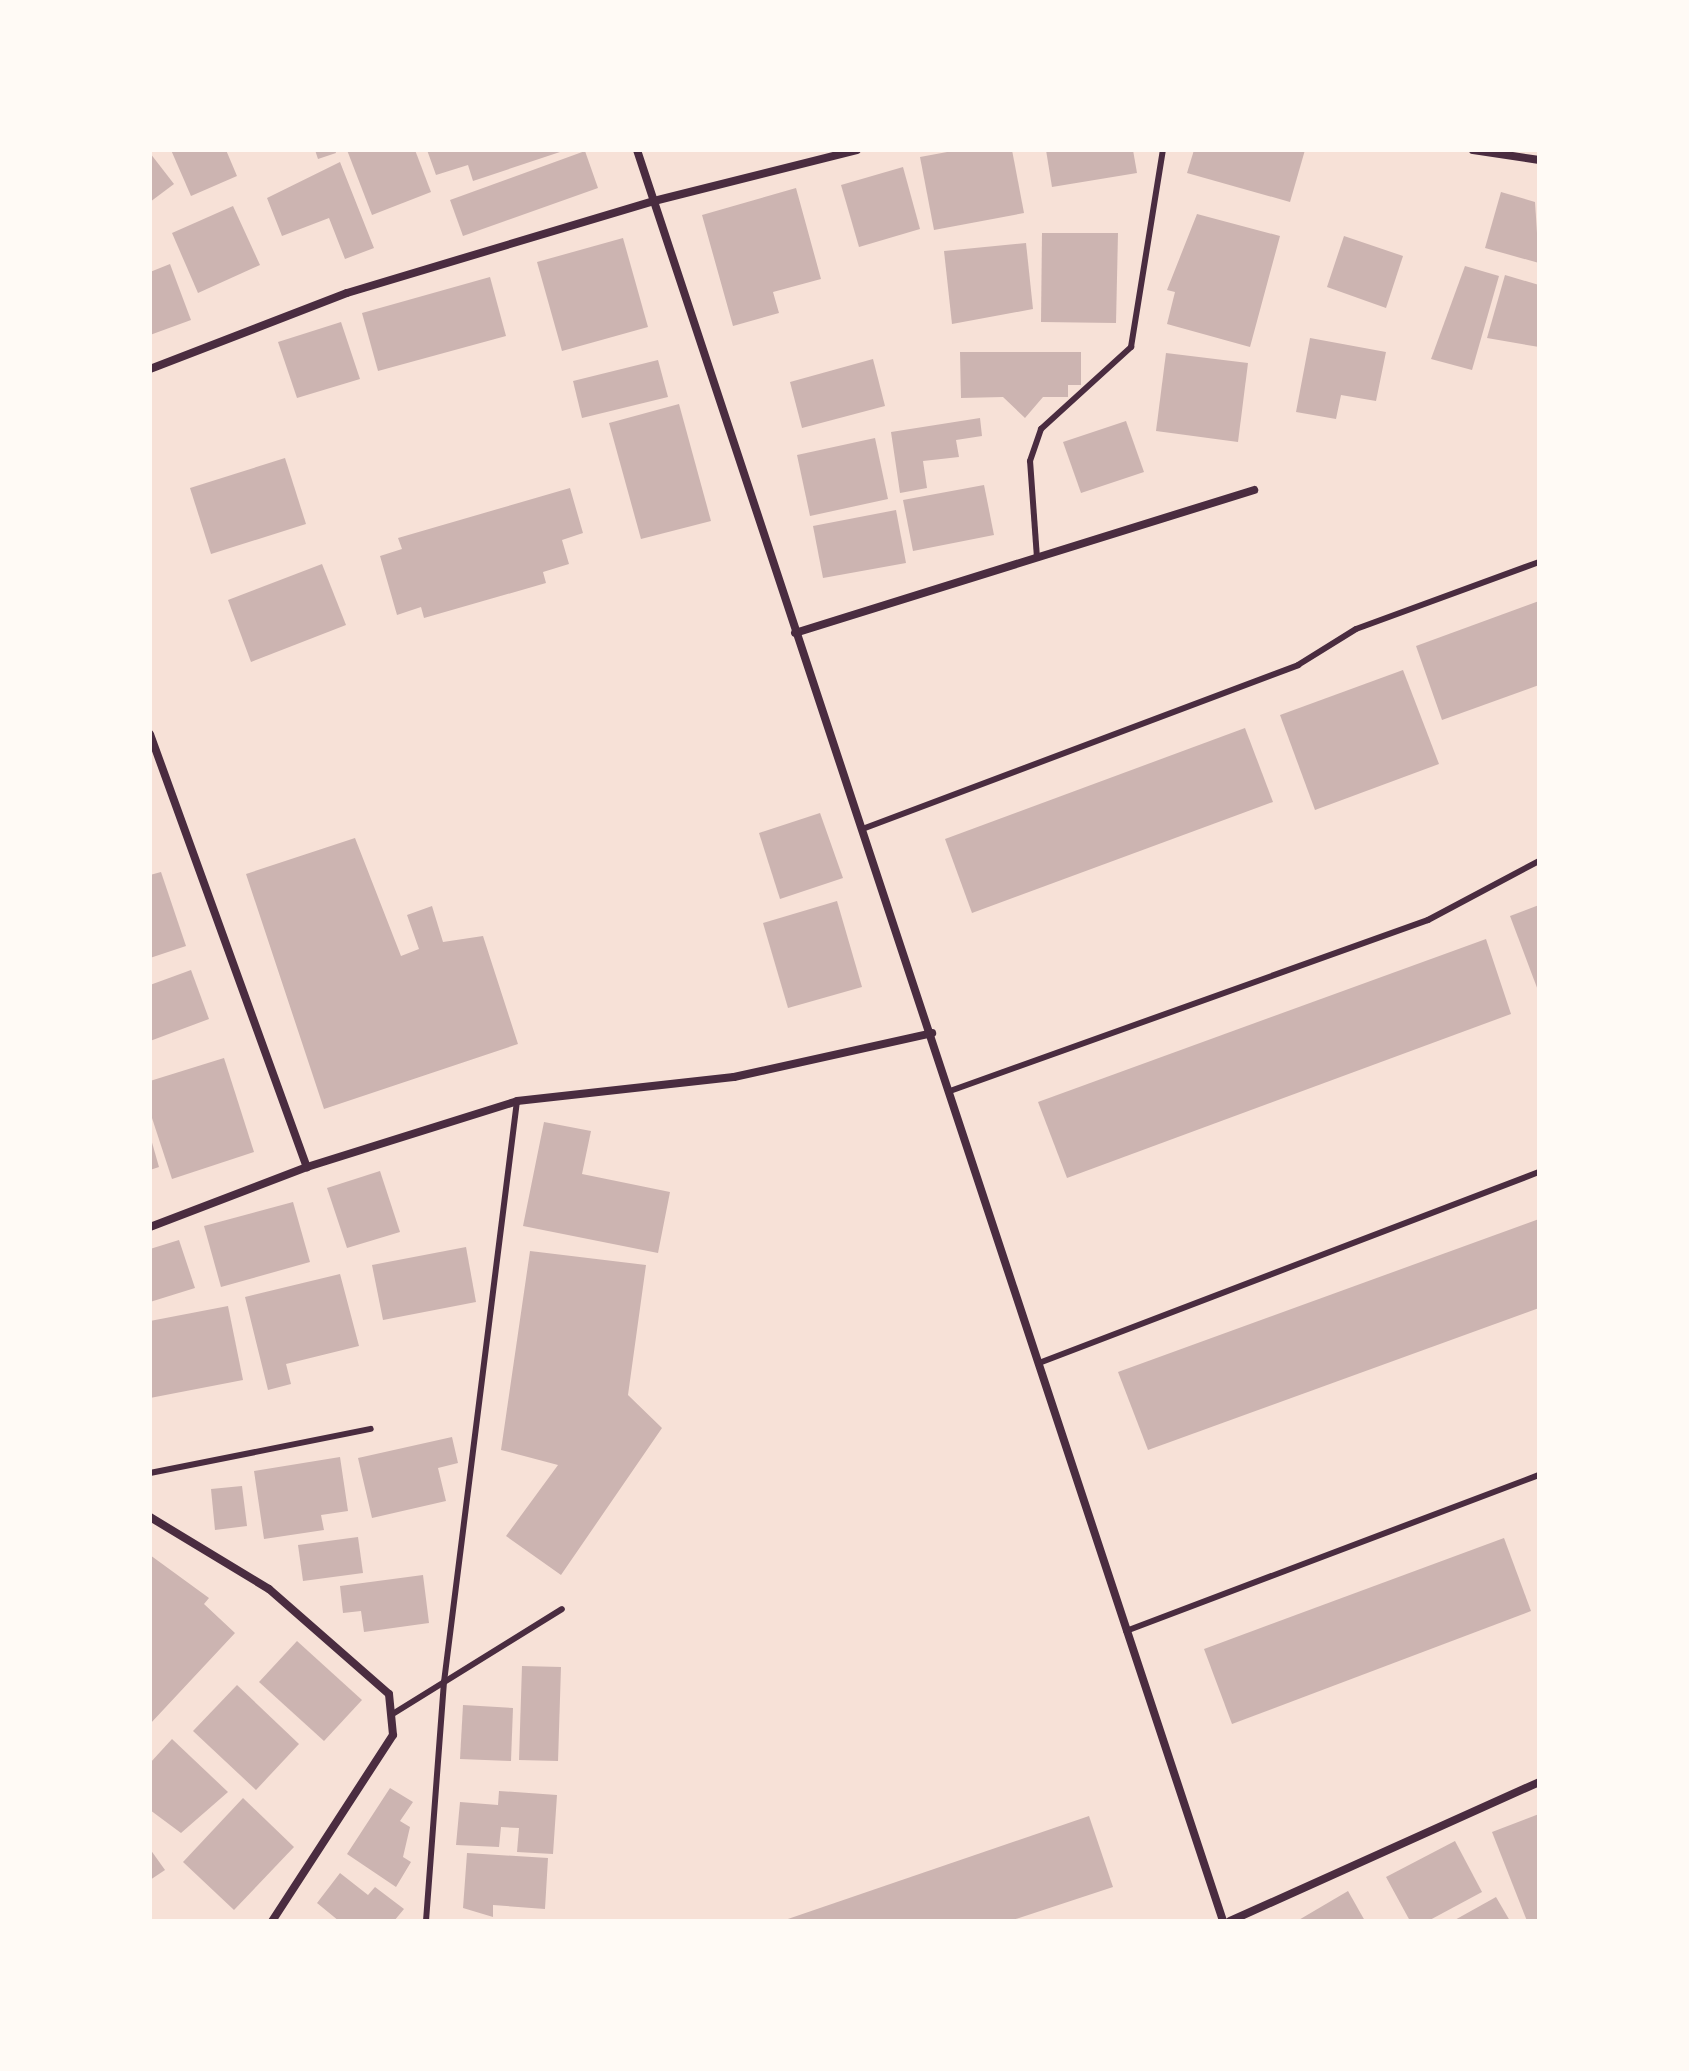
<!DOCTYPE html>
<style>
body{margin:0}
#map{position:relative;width:1689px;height:2071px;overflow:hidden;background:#f7e1d7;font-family:Ubuntu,sans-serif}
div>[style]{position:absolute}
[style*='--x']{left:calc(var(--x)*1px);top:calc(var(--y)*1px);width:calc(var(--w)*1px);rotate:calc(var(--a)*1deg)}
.building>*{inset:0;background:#ccb4b1}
.service>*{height:6px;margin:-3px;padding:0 3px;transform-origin:3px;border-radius:3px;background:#4a2c40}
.minor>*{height:8px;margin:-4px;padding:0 4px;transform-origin:4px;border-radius:4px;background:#4a2c40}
span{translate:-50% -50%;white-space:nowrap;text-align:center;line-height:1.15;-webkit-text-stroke:8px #fffaf5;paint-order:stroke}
.frame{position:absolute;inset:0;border:152px solid #fffaf5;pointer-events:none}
</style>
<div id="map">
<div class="building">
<i style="clip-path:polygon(171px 150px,226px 150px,237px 176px,191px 196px)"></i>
<i style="clip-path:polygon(315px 150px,335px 150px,336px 153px,318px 159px)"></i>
<i style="clip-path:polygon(347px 150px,415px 150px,431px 192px,372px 215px)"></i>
<i style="clip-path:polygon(427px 150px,563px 150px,563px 151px,473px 181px,468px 165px,436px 175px)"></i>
<i style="clip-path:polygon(958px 150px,1012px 150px,1024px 213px,934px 230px,920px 157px)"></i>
<i style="clip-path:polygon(1046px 150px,1133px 150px,1137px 173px,1052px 187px)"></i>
<i style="clip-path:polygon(1194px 150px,1305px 150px,1290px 202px,1187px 173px)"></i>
<i style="clip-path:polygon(585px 151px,598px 188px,463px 236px,450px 200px)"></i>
<i style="clip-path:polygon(150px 153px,174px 184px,150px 202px)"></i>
<i style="clip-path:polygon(340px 162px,374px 248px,345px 259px,329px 218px,282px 236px,267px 198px)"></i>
<i style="clip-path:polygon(903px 167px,920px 229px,859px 247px,841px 185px)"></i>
<i style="clip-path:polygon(796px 188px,821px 279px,773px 292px,779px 313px,733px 326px,702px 215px)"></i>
<i style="clip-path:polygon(1501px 192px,1535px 202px,1539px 263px,1485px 248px)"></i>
<i style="clip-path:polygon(233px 206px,260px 265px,198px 293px,172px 233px)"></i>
<i style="clip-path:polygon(1197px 214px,1280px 236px,1250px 347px,1167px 324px,1175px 292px,1167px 290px)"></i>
<i style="clip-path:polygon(1042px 233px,1118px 233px,1116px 323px,1041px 322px)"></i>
<i style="clip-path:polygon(1344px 236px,1403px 256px,1386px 308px,1327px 287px)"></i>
<i style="clip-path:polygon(623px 238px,648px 327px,562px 351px,537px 262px)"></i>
<i style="clip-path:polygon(1026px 243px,1033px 309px,952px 324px,944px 251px)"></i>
<i style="clip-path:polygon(170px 264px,191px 320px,150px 335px,150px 272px)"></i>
<i style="clip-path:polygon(1465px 266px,1499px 276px,1472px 370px,1431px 359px)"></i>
<i style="clip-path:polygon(1505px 275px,1539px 285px,1539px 347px,1487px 338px)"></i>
<i style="clip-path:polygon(490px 277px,506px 336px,378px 371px,362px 313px)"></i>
<i style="clip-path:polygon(341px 322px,360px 379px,297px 398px,278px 342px)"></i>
<i style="clip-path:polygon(1310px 338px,1386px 352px,1376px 401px,1341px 395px,1336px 419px,1296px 412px)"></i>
<i style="clip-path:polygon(960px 352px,1081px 352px,1081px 385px,1068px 385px,1068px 397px,1043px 397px,1025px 418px,1003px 397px,961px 398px)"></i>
<i style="clip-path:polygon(1166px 353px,1248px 363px,1238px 442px,1156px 431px)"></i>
<i style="clip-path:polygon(873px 359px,885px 406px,802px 428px,790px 382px)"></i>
<i style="clip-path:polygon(658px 360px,668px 397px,582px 418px,573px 381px)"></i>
<i style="clip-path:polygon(679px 404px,711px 521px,641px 539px,609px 423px)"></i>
<i style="clip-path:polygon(980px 418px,982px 436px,956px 440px,959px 457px,923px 461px,927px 488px,900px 493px,891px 432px)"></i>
<i style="clip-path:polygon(1126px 421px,1144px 472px,1081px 493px,1063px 442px)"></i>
<i style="clip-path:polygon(875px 438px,888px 499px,810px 516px,797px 455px)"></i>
<i style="clip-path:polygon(285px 458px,306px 524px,211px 554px,190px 488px)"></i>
<i style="clip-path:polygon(984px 485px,994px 535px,913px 551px,903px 500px)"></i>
<i style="clip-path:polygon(570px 488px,583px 533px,562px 540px,569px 564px,543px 572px,546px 583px,424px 618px,421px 607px,397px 615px,380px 556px,402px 549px,398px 538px)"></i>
<i style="clip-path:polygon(896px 510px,906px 563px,823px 578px,813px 526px)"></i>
<i style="clip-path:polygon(322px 564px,346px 625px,251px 662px,228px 600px)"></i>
<i style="clip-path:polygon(1539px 601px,1539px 685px,1442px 720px,1416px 646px)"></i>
<i style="clip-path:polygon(1403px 670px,1439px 764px,1315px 810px,1280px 715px)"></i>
<i style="clip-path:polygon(1245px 728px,1273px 802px,972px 913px,945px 839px)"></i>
<i style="clip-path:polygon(820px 813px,843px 878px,780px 899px,759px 833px)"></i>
<i style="clip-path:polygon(355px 838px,401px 956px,419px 949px,407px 915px,432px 906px,443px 942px,483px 936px,518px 1044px,324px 1109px,246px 874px)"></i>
<i style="clip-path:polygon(161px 872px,186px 946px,150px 958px,150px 875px)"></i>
<i style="clip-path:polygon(837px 901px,862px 987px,788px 1008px,763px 923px)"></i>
<i style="clip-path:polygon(1539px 905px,1539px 993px,1510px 916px)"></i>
<i style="clip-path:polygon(1486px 939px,1511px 1014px,1067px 1178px,1038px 1102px)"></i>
<i style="clip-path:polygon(191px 970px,209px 1019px,150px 1041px,150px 985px)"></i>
<i style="clip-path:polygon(224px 1058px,254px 1152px,172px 1179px,150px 1112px,150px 1081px)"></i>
<i style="clip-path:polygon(544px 1122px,591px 1131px,582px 1174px,670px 1192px,658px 1253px,523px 1226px)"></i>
<i style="clip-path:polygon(151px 1139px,159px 1167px,150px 1170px,150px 1140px)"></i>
<i style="clip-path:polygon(380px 1171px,400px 1232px,347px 1248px,327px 1188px)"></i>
<i style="clip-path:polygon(293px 1202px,310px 1262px,221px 1287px,204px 1226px)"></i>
<i style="clip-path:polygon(1539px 1219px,1539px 1308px,1148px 1450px,1118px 1372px)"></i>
<i style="clip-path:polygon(179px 1240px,195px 1288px,150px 1302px,150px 1249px)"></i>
<i style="clip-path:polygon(466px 1247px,476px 1302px,383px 1320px,372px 1265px)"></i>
<i style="clip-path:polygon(530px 1251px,646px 1265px,628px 1395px,662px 1428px,561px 1575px,506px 1536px,558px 1465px,501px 1450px)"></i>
<i style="clip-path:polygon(340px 1274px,359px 1346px,286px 1364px,291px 1384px,268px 1390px,245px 1297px)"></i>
<i style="clip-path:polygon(228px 1306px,243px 1380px,150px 1398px,150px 1321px)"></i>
<i style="clip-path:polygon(452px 1437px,458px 1463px,438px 1468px,446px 1501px,372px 1518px,358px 1458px)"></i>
<i style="clip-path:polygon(340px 1457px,348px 1511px,321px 1515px,324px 1530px,264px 1539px,254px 1471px)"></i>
<i style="clip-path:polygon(242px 1486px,247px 1526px,215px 1530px,211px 1489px)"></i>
<i style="clip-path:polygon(358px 1537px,363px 1573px,303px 1581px,298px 1545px)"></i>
<i style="clip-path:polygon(1504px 1538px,1531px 1611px,1232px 1724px,1204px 1649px)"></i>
<i style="clip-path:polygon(150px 1555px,209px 1598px,204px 1604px,235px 1633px,150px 1724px)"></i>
<i style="clip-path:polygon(423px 1575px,429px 1623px,364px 1632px,361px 1611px,343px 1613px,340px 1586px)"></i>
<i style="clip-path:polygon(297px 1641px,362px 1700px,324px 1741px,259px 1682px)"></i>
<i style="clip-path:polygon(522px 1666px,561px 1667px,558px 1761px,519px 1760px)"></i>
<i style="clip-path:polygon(237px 1685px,299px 1744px,256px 1790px,193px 1731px)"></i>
<i style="clip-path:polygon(463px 1705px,513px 1708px,511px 1761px,460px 1759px)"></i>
<i style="clip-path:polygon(172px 1739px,228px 1792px,181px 1833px,150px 1810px,150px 1763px)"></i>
<i style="clip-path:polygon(390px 1788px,413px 1802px,400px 1821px,410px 1827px,403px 1857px,411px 1862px,396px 1887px,347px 1854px)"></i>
<i style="clip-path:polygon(499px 1791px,557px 1795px,553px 1854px,517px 1852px,519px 1828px,501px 1827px,499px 1847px,456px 1845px,460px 1802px,498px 1805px)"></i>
<i style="clip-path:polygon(243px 1798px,294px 1847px,234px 1910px,183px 1862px)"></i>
<i style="clip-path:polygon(1539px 1814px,1539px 1921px,1527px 1921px,1492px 1832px)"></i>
<i style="clip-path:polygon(1089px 1816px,1113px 1887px,1010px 1921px,782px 1921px)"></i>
<i style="clip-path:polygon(1455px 1841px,1482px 1892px,1428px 1921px,1410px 1921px,1386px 1877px)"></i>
<i style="clip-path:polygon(150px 1849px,165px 1870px,150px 1880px)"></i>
<i style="clip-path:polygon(467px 1853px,548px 1858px,545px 1909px,493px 1905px,493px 1917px,463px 1908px)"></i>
<i style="clip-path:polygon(340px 1873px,368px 1895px,375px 1887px,404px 1909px,394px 1921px,339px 1921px,317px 1903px)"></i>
<i style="clip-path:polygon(1348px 1891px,1365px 1921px,1297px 1921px)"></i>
<i style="clip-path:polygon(1496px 1897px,1510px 1921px,1453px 1921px)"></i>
</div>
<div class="service">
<i style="--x:1037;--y:558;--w:97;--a:-94.1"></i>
<i style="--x:1030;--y:461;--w:34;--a:-71"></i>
<i style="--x:1041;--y:429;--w:122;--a:-42.3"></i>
<i style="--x:1131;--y:347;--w:200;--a:-80.8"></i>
<i style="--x:865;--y:828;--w:463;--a:-20.6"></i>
<i style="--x:1298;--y:665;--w:68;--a:-31.8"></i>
<i style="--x:1356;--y:629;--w:195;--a:-20.1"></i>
<i style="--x:950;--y:1091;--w:508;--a:-19.68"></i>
<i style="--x:1428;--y:920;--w:126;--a:-28"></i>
<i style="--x:1039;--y:1363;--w:535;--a:-20.91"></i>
<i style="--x:150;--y:1473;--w:225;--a:-11.3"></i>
<i style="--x:1126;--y:1631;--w:441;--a:-20.7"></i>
<i style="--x:391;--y:1715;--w:201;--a:-31.8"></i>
<i style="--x:426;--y:1921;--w:240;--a:-85.7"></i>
<i style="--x:444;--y:1682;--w:586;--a:-82.84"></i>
</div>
<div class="minor">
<i style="--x:637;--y:150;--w:1865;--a:71.69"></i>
<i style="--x:1473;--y:150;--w:67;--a:8.6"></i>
<i style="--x:150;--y:369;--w:211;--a:-21.1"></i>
<i style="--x:347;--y:293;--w:320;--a:-16.7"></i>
<i style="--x:654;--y:201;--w:209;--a:-14.1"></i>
<i style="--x:795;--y:633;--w:481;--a:-17.3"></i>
<i style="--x:150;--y:734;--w:461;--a:70.1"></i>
<i style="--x:150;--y:1227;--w:168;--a:-20.9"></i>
<i style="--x:307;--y:1167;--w:220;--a:-17.4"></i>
<i style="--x:517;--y:1101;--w:218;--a:-6.3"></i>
<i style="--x:734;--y:1077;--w:203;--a:-12.5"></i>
<i style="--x:150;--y:1517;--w:139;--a:31.2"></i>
<i style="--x:269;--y:1589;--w:159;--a:41.2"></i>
<i style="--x:389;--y:1694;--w:41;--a:84.4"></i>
<i style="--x:393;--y:1735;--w:222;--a:123"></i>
<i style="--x:1230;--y:1921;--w:339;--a:-24.2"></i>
</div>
<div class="frame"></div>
</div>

== TASK GOAL ==
How many lines in the entries contain the string "width"? Give the number only.

== EXERCISE ANSWER ==
2